DESCRIPTION OF THE TASK: Among these records, which lines include "xChannelSelector"? Copy them out.
-- EXERCISE DATA follows --
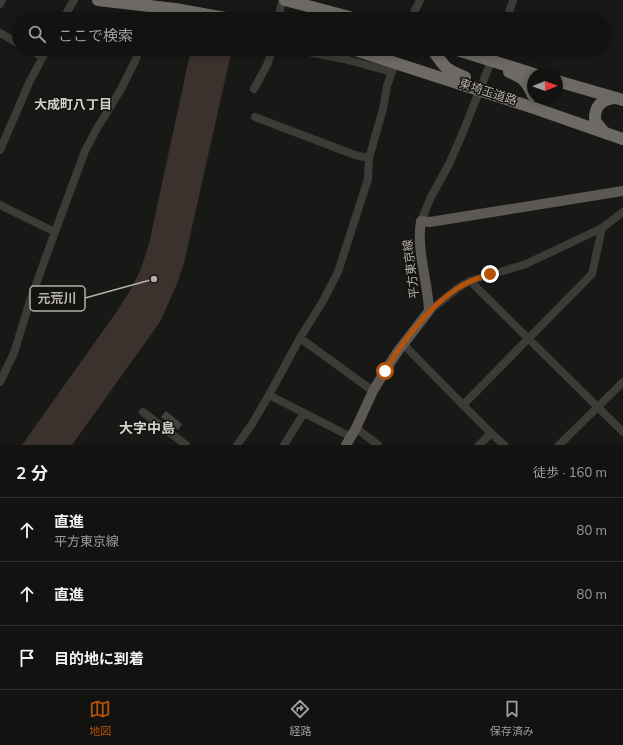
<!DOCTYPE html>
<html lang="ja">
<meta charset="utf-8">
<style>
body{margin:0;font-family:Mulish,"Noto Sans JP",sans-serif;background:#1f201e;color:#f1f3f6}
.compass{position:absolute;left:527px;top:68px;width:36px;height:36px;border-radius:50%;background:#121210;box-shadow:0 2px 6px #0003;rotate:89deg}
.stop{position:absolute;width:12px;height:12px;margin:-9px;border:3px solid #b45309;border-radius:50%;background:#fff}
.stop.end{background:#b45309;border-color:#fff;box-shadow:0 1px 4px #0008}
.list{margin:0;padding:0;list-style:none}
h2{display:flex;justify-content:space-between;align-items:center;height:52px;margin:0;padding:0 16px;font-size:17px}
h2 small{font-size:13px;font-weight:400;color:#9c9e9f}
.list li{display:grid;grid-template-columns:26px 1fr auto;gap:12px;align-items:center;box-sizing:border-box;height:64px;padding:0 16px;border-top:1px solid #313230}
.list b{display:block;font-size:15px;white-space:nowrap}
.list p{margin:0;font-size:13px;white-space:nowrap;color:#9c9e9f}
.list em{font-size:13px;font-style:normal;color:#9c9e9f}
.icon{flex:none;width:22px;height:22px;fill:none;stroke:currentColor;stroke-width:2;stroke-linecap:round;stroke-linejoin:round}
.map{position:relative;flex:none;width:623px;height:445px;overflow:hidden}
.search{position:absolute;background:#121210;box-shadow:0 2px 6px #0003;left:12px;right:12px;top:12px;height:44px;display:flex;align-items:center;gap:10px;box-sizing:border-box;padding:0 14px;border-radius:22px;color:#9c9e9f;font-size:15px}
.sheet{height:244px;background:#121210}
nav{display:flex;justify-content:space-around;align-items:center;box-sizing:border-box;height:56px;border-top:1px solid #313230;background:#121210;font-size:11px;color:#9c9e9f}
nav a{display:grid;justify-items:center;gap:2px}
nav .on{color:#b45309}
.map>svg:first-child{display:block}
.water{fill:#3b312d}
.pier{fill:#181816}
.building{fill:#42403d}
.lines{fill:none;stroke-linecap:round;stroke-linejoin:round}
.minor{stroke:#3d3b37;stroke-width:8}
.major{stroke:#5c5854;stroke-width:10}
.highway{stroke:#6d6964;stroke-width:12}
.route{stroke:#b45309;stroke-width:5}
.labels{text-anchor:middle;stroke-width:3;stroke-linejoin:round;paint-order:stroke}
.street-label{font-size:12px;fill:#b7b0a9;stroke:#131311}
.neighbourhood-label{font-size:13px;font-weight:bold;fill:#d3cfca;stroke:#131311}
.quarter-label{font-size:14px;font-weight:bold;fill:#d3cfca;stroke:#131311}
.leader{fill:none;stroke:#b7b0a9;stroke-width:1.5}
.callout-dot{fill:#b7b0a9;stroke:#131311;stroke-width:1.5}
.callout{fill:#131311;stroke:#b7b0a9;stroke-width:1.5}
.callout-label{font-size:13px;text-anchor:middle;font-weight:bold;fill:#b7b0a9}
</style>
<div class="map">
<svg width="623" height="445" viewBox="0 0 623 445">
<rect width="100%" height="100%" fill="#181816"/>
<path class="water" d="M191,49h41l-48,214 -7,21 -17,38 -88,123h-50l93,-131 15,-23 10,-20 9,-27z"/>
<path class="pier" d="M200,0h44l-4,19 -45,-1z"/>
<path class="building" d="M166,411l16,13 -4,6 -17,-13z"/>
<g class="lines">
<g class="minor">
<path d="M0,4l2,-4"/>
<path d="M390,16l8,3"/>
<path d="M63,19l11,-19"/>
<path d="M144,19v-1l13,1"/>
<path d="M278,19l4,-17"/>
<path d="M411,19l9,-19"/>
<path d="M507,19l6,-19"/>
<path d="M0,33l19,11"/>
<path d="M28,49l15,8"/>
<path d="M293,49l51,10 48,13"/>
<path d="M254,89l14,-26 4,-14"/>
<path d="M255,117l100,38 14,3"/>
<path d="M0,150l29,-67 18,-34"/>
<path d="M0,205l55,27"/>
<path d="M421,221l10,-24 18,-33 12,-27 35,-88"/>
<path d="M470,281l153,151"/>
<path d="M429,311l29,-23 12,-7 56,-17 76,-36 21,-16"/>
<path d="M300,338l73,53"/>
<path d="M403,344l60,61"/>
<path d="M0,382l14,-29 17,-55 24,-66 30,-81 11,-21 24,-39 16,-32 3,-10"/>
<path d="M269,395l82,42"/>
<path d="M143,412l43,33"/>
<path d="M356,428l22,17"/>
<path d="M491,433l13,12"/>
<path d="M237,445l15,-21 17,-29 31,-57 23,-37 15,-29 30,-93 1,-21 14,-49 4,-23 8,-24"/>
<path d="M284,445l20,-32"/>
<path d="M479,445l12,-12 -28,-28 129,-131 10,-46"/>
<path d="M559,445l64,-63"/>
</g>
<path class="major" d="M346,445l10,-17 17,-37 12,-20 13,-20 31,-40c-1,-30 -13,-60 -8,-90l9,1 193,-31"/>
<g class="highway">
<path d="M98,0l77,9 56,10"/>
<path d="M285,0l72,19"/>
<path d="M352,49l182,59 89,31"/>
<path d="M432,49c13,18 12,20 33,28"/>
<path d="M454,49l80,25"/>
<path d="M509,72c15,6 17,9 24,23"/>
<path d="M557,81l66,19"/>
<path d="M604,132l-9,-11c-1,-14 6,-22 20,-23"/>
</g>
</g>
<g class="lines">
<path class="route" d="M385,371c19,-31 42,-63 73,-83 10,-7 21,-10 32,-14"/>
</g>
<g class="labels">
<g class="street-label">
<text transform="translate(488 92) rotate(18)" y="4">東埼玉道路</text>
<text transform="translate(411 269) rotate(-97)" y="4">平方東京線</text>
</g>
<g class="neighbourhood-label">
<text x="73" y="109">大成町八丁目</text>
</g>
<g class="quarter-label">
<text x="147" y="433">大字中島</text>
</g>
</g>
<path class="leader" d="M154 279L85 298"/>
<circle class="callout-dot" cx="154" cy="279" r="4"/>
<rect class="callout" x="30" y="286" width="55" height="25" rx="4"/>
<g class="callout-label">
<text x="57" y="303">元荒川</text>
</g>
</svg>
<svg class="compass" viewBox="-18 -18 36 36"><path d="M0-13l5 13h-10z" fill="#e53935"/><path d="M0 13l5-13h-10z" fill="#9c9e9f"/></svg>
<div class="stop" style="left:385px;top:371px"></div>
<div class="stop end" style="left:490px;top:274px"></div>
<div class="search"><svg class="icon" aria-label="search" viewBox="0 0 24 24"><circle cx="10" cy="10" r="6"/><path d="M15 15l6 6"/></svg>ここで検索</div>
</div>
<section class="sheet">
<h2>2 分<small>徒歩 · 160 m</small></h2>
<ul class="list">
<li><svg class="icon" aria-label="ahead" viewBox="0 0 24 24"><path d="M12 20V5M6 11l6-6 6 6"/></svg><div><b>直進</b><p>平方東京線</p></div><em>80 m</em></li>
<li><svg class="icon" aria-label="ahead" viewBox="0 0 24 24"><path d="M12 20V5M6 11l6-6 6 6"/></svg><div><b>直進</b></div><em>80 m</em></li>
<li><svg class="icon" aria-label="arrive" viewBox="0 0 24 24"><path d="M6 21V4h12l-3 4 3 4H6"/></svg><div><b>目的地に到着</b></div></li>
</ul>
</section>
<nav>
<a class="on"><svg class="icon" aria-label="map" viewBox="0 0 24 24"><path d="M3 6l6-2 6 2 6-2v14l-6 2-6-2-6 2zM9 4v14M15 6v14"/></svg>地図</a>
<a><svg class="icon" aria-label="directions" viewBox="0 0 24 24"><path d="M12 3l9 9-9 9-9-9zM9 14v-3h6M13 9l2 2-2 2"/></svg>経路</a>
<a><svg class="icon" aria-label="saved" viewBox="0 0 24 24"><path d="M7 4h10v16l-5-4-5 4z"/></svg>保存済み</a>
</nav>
-- EXERCISE DATA concluded --
-- EXERCISE DATA follows --
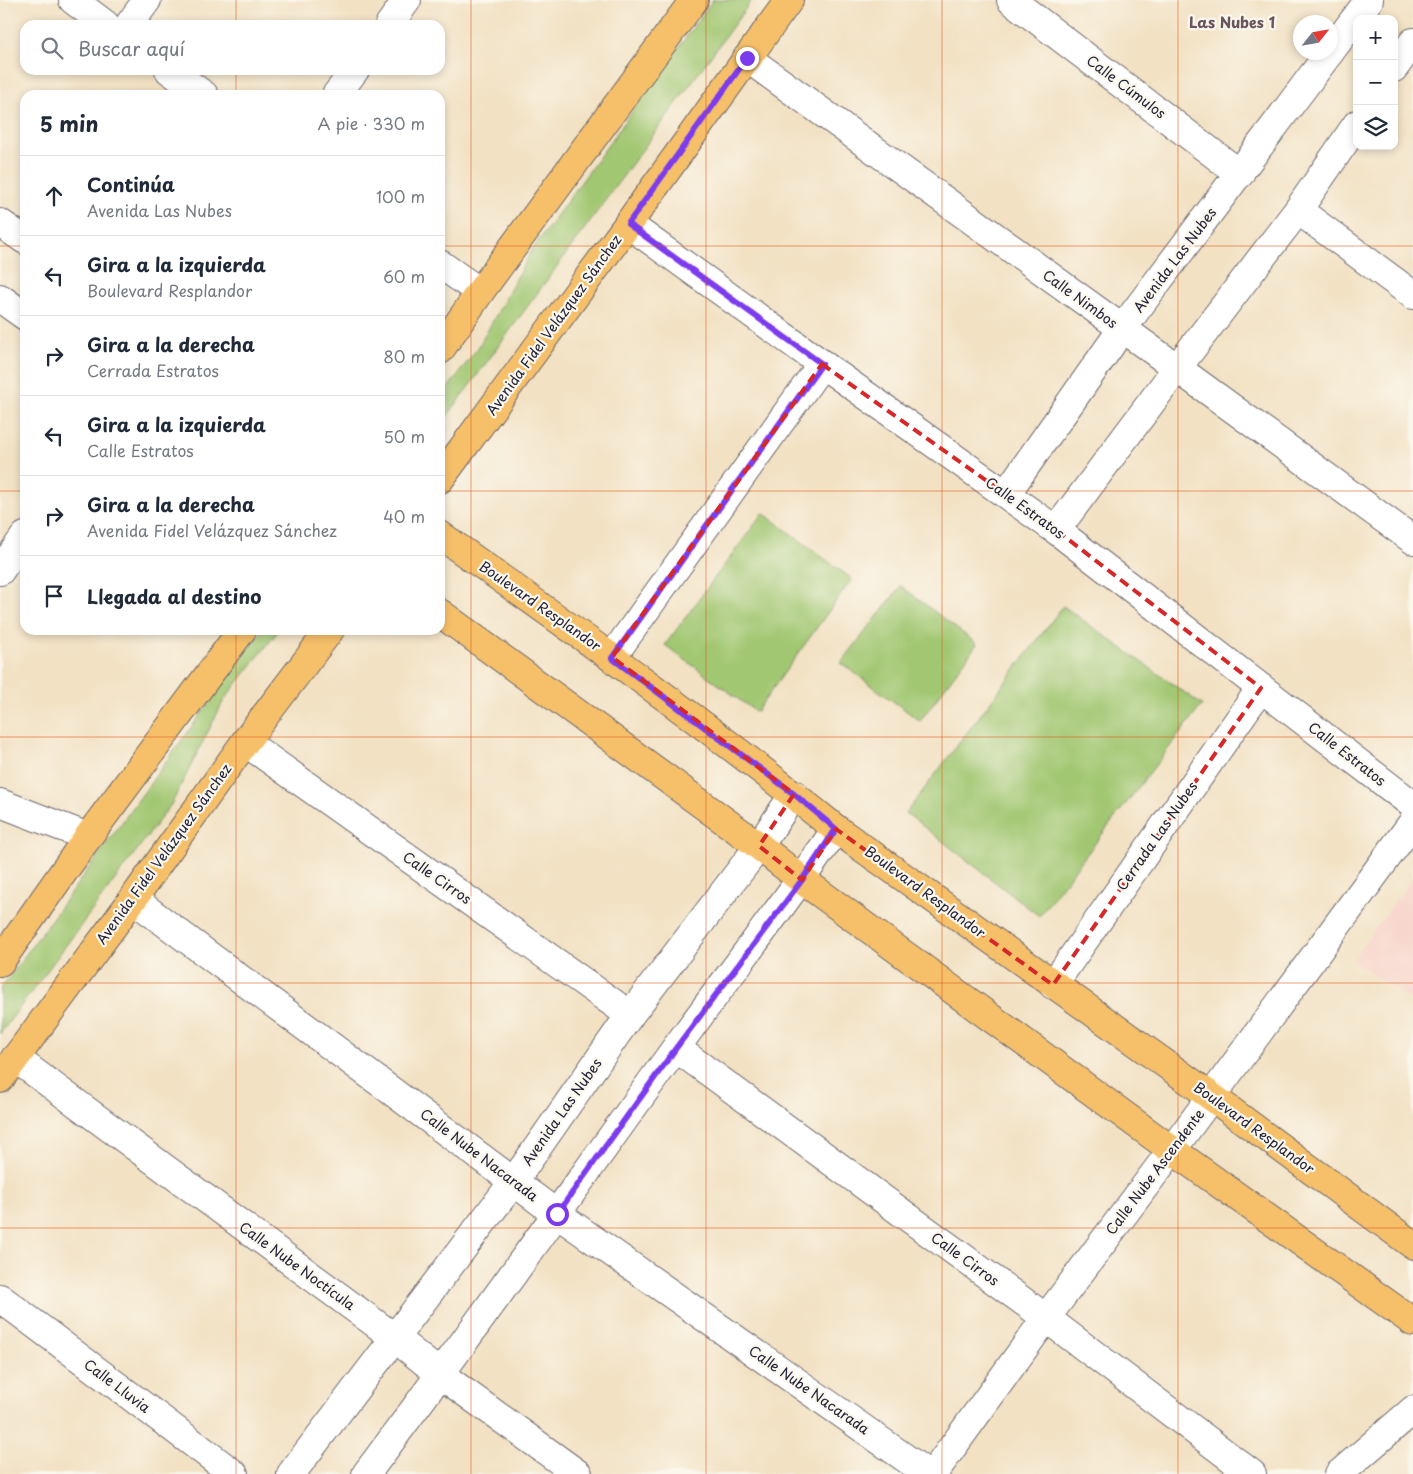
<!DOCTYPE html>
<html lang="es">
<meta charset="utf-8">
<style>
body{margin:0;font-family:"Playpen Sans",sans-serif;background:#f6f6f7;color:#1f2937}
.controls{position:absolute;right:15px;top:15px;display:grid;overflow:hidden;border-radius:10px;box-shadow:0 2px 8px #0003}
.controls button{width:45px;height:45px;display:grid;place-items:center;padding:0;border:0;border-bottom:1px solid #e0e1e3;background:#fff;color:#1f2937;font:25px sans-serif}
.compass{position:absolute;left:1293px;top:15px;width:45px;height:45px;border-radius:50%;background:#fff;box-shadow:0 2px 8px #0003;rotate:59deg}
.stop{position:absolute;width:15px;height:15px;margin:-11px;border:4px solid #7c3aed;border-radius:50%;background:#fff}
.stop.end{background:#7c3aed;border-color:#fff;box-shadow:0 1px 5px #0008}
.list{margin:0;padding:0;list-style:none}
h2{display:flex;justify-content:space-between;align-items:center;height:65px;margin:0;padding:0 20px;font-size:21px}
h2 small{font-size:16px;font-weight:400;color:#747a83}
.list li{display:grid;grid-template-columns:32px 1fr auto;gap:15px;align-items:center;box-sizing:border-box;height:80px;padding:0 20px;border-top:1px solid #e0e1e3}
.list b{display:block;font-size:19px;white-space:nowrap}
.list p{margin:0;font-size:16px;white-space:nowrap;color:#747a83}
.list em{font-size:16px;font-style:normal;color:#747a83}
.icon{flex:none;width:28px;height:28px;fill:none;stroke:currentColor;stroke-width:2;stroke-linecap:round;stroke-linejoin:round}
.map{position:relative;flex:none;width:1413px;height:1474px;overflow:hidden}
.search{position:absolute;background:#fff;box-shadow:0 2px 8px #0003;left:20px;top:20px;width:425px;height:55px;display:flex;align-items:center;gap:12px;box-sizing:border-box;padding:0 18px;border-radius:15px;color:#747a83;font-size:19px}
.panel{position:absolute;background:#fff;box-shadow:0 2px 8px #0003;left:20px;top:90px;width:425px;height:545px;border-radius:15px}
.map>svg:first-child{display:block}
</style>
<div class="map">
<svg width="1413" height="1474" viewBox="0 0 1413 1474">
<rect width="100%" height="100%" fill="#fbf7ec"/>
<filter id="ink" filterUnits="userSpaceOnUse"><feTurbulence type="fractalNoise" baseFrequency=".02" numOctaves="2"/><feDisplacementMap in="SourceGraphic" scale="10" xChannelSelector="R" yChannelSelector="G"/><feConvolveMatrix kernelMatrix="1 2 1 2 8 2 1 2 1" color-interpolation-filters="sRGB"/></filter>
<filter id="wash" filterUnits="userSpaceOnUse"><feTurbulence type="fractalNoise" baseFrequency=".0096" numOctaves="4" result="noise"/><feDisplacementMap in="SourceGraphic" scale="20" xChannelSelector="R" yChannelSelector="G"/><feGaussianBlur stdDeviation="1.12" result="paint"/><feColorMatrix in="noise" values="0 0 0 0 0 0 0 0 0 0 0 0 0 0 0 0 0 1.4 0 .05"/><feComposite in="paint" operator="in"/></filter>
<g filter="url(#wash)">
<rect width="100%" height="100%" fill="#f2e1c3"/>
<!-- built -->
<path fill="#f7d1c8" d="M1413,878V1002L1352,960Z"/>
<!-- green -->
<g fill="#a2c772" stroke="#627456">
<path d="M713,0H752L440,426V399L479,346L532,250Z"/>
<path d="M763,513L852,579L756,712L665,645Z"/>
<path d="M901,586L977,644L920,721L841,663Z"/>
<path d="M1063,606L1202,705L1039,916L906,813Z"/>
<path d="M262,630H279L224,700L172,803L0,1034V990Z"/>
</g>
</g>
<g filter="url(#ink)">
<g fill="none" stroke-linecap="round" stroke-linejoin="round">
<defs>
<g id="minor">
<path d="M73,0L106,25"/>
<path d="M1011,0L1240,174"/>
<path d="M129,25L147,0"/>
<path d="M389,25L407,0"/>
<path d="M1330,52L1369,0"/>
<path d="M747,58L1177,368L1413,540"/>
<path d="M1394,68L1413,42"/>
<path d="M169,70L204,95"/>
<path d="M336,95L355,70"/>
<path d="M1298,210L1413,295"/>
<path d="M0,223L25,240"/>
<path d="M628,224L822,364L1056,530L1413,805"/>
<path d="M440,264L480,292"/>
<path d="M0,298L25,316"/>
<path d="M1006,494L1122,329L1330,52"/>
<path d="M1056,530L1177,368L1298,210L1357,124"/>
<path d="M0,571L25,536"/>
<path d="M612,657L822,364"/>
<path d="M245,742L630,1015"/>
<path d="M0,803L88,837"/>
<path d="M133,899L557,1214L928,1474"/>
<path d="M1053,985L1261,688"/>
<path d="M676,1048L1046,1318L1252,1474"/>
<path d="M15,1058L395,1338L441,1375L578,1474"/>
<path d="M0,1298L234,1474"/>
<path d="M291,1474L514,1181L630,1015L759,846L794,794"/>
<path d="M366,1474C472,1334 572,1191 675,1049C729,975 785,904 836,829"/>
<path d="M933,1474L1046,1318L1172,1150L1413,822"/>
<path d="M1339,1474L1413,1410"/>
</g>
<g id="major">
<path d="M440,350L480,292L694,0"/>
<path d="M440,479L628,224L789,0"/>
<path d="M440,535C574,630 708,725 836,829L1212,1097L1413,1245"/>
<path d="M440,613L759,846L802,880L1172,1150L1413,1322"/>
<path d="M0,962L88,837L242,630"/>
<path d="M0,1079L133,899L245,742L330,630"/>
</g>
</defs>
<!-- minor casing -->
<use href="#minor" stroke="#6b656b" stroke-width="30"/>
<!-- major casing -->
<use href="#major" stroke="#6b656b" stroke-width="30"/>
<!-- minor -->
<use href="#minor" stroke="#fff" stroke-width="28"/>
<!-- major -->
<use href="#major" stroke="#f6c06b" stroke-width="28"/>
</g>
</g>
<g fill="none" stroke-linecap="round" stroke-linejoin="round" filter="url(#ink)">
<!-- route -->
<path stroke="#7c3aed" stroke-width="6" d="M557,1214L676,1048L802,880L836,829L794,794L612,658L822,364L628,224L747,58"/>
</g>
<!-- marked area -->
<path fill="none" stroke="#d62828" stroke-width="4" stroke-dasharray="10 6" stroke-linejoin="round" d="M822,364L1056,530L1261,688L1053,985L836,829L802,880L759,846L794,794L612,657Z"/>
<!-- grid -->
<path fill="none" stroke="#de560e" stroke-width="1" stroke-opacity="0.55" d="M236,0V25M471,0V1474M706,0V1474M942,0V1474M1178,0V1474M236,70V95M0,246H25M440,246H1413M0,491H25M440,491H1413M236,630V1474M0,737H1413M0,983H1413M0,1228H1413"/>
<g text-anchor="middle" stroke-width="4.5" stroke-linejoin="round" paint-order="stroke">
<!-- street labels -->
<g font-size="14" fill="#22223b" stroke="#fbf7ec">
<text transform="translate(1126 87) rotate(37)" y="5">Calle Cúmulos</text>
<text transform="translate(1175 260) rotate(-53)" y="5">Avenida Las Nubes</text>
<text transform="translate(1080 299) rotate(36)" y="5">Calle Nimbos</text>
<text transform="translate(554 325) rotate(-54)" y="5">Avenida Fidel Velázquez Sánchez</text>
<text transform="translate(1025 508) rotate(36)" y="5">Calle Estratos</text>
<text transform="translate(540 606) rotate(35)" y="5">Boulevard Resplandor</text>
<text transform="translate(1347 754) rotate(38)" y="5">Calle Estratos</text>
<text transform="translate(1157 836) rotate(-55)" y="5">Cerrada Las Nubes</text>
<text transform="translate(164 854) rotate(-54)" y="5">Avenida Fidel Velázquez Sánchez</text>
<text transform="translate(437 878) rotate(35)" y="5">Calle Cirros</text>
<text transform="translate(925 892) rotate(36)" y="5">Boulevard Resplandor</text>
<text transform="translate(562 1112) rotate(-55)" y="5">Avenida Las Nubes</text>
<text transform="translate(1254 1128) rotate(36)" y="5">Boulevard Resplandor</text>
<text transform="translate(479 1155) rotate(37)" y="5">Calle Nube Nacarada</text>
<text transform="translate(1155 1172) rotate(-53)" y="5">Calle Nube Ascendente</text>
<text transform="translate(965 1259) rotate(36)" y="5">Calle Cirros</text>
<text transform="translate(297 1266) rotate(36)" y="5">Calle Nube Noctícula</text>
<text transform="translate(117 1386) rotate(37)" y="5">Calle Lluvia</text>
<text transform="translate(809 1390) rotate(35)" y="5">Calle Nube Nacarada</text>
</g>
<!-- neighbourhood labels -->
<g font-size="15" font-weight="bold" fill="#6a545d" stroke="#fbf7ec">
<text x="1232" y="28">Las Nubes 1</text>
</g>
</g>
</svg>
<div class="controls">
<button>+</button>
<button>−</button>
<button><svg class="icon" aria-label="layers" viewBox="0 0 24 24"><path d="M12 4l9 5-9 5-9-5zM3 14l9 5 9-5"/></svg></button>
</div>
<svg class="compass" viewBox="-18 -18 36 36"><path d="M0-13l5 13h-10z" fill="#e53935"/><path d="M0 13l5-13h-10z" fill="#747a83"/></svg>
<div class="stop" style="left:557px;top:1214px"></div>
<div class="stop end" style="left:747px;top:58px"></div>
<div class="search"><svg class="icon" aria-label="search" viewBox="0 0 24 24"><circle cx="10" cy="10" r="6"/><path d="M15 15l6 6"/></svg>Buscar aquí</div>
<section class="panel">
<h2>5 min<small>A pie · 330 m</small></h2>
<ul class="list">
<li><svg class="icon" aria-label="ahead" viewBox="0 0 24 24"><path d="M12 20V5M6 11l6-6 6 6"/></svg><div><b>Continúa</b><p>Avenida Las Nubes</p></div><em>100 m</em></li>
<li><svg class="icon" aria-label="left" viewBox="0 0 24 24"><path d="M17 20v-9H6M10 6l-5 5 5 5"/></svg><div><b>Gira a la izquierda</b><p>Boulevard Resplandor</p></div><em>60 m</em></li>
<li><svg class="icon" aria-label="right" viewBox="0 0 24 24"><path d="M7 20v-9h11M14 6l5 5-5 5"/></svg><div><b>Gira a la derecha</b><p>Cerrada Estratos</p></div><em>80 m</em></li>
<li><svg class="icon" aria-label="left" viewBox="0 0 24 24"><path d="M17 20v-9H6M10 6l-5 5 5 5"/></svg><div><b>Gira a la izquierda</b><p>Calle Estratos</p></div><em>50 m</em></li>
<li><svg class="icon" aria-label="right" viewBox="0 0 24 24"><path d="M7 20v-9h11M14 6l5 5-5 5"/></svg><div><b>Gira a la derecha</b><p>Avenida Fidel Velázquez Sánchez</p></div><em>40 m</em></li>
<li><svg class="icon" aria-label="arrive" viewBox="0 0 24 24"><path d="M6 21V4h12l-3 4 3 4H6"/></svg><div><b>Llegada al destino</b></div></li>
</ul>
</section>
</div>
-- EXERCISE DATA concluded --
TASK OUTPUT:
<filter id="ink" filterUnits="userSpaceOnUse"><feTurbulence type="fractalNoise" baseFrequency=".02" numOctaves="2"/><feDisplacementMap in="SourceGraphic" scale="10" xChannelSelector="R" yChannelSelector="G"/><feConvolveMatrix kernelMatrix="1 2 1 2 8 2 1 2 1" color-interpolation-filters="sRGB"/></filter>
<filter id="wash" filterUnits="userSpaceOnUse"><feTurbulence type="fractalNoise" baseFrequency=".0096" numOctaves="4" result="noise"/><feDisplacementMap in="SourceGraphic" scale="20" xChannelSelector="R" yChannelSelector="G"/><feGaussianBlur stdDeviation="1.12" result="paint"/><feColorMatrix in="noise" values="0 0 0 0 0 0 0 0 0 0 0 0 0 0 0 0 0 1.4 0 .05"/><feComposite in="paint" operator="in"/></filter>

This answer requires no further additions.